Los seres humanos nos entrampamos a nosotros mismos. Es claro que el cambio global que incluye no solo al cambio climático sino también la contaminación del aire y el agua y la inminente extinción de casi un millón de especies animales y vegetales es, en buena medida, resultado de la acción humana. Somos una civilización pirómana y estamos incendiando nuestra propia casa, nuestro “Oikos” dirían los antiguos griegos. Una palabra que define tanto a la economía (Oikos: casa; Nomos: reglas, administración) como a la ecología (Oikos: casa; Logos: tratado). La buena administración de nuestra casa depende del conocimiento que tenemos sobre ella y, por supuesto, del uso que hagamos de ese conocimiento. Sabemos -aunque algunos demagogos exhiban con orgullo su ignorancia- que de seguir con el ritmo y estilo de producción, distribución y consumo que empezamos hace doscientos años y aceleramos drásticamente desde 1950, quizá no destruiremos el planeta, pero este dejará de ser hospitalario para nuestra especie y muchas otras. La civilización que desarrollamos gracias al período de clima estable y moderado que empezó hace algo menos de doce mil años (Holoceno) está amenazada ahora por los desequilibrios y el frenesí de esa misma civilización.

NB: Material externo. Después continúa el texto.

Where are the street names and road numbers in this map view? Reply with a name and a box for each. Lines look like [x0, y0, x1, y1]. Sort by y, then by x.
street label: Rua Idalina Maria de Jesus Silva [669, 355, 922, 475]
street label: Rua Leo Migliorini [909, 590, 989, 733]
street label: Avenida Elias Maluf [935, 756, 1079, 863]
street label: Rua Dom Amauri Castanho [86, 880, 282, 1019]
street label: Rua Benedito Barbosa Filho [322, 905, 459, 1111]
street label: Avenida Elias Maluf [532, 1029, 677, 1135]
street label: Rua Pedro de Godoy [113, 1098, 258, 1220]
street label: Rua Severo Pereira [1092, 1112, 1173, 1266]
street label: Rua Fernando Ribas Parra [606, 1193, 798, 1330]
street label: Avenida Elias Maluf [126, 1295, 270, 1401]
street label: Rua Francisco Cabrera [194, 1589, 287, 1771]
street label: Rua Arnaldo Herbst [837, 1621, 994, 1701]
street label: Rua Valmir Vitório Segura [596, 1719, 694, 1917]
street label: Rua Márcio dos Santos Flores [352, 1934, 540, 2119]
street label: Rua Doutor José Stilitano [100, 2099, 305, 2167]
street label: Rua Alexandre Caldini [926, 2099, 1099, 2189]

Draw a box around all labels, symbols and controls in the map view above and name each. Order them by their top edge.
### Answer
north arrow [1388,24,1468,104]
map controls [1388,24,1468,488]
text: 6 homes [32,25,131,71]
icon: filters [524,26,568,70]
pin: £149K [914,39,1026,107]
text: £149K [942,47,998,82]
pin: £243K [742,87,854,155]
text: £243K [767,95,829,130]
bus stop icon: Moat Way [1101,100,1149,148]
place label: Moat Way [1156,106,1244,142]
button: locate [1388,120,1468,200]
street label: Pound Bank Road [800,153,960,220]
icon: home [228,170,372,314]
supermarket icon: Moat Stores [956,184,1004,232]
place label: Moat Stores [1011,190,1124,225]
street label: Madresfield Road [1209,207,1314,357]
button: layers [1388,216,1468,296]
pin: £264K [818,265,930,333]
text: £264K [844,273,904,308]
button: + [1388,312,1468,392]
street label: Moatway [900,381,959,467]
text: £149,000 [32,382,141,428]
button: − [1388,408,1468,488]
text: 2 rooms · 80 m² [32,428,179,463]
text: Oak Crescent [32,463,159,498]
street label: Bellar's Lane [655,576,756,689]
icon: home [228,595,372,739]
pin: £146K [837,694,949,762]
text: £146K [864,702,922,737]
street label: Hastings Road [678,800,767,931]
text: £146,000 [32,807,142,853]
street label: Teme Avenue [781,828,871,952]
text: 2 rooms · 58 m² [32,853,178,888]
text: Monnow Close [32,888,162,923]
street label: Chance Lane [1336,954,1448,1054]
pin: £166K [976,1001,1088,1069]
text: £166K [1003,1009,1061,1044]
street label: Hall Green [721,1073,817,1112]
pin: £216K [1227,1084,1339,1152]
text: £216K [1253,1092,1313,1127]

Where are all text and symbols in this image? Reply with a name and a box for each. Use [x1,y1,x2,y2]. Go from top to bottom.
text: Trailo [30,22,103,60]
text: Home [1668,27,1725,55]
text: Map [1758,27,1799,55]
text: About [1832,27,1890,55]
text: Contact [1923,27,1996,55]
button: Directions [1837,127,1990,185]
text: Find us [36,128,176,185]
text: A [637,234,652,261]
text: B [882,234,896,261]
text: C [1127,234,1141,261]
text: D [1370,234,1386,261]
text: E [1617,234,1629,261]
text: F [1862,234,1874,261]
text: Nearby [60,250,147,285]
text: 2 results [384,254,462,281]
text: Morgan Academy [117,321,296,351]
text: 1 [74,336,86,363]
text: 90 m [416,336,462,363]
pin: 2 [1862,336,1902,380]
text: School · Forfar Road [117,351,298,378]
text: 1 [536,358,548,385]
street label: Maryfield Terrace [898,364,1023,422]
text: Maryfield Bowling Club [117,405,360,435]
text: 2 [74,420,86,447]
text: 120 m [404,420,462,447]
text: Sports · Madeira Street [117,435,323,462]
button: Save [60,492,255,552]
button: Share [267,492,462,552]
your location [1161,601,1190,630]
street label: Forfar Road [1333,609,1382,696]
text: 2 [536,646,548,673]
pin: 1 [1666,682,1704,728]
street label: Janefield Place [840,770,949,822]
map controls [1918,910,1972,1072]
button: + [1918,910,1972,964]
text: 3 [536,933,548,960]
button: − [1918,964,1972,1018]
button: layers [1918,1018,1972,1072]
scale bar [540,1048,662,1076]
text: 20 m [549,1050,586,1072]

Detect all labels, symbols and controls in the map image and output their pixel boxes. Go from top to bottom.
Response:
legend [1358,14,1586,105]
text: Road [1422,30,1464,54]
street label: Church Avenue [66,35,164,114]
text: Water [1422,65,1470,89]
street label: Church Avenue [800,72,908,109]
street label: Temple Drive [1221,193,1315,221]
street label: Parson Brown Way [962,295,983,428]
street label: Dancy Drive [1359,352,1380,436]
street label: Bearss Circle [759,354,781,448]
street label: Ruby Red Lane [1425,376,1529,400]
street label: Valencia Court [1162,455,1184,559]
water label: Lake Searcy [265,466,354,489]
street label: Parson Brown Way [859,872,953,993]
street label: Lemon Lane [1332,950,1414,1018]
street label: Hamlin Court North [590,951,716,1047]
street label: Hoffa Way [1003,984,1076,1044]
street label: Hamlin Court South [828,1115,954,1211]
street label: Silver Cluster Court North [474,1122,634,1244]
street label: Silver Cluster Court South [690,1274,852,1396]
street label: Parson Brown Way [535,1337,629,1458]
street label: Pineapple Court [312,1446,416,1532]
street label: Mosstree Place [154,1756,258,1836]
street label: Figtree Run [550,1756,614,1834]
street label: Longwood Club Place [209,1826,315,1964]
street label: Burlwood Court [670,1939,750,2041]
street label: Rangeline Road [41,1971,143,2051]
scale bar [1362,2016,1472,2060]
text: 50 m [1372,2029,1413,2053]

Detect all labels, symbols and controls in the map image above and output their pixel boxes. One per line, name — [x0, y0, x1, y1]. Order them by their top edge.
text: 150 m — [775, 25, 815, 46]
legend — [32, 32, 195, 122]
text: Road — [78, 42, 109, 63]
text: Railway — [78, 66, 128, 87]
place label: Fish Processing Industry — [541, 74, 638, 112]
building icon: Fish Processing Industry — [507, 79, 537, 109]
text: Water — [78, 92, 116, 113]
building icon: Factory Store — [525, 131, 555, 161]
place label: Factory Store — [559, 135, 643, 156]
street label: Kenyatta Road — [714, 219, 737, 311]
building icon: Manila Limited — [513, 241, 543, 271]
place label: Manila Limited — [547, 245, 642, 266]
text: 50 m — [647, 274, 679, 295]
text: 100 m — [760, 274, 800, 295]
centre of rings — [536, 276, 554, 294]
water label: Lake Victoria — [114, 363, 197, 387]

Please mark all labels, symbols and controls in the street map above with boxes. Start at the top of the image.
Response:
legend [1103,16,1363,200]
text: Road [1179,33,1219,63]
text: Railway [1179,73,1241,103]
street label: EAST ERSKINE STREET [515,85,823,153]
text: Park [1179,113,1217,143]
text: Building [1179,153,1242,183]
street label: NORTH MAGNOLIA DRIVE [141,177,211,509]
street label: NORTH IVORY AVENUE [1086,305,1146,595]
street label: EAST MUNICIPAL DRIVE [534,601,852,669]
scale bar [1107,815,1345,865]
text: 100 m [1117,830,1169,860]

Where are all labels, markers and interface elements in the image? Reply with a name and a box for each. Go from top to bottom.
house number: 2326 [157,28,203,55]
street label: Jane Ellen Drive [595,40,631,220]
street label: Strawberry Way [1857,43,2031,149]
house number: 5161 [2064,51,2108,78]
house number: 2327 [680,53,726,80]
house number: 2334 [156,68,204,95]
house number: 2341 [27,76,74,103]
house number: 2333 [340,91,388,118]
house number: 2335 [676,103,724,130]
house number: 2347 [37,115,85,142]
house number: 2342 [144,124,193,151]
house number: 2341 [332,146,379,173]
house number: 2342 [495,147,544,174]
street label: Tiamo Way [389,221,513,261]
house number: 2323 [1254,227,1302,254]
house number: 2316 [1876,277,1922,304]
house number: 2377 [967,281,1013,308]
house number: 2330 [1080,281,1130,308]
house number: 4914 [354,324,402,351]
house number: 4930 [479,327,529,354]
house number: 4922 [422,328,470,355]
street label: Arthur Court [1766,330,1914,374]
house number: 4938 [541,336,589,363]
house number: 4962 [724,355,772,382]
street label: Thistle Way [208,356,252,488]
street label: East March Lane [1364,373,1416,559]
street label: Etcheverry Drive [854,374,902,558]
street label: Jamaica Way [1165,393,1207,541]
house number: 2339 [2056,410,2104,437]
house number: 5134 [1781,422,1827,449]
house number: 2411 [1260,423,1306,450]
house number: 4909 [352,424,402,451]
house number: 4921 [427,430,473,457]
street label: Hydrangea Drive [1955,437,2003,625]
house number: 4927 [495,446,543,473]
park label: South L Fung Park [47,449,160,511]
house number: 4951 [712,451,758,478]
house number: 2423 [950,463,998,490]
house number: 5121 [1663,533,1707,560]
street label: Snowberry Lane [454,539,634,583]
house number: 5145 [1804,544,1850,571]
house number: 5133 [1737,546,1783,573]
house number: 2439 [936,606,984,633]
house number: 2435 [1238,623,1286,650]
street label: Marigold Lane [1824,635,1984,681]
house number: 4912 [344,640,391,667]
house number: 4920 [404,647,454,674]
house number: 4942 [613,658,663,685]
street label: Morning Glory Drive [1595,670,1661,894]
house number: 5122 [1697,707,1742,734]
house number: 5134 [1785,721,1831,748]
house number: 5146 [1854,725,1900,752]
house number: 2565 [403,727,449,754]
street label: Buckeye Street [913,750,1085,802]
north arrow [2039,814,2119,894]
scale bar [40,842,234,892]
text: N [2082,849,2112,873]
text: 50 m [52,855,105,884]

Desequilibrios que configuran lo que el Nobel de Química, Paul Crutzen, bautizó como el Antropoceno: la etapa geológica en la que los humanos hacemos invivible nuestra propia casa.
Hace pocos días el secretario general de Naciones Unidas, Antonio Guterres, advirtió que ya no estamos en la era del calentamiento global sino en la de la “ebullición global”: el mes que acaba de terminar es el más caluroso que jamás se ha registrado. El aumento de la temperatura mundial es el resultado de varios factores. El primero de ellos es la emisión de gases de efecto invernadero. Los gases que naturalmente hicieron posible la vida en la tierra al actuar como un paraguas que captura parte de la radiación solar calentando nuestro planeta, ahora tienden a hacerlo inhóspito debido a su incremento artificial y desmedido en la atmósfera. Con la quema de combustibles fósiles estamos incendiando nuestra casa. Hace 250 años los niveles de dióxido de carbono en la atmósfera eran de 280 partes por millón (ppm); hoy alcanzan 400 ppm. Otra causa -especialmente inquietante en Colombia- es la deforestación. Los árboles absorben dióxido de carbono y emiten oxígeno de modo que, al talar los bosques, no solo hay menos absorción, sino que las quemas asociadas a la deforestación arrojan aún más gases a la atmósfera. La concentración de la tierra y la concomitante expansión de la frontera agraria son, literalmente, leñas que se le echan al fuego de la ebullición global.
El secretario Guterres señala que su llamado no es a la desesperación sino a la acción. Sin embargo, es claro que no podemos esperar mucha acción como resultado de las cumbres de jefes de estado. Ya están programadas una “cumbre de ambición climática” en Nueva York y la COP 28 en Dubai para fines de este año. Cientos de delegados tomarán decenas de vuelos alrededor del mundo: ¿Valdrá la pena toda esa emisión adicional de gases de efecto invernadero? Varias décadas de cumbres con compromisos modestos y cumplimientos discretos no avalan el optimismo. La acción más importante está en el nivel de la conducta personal y el compromiso comunitario. Las grandes tendencias de la economía dependen en últimas de las decisiones de consumo de millones de personas y los gobiernos no pueden ignorar indefinidamente a sus ciudadanos. No podemos seguir actuando como tontos racionales que se entrampan a si mismos.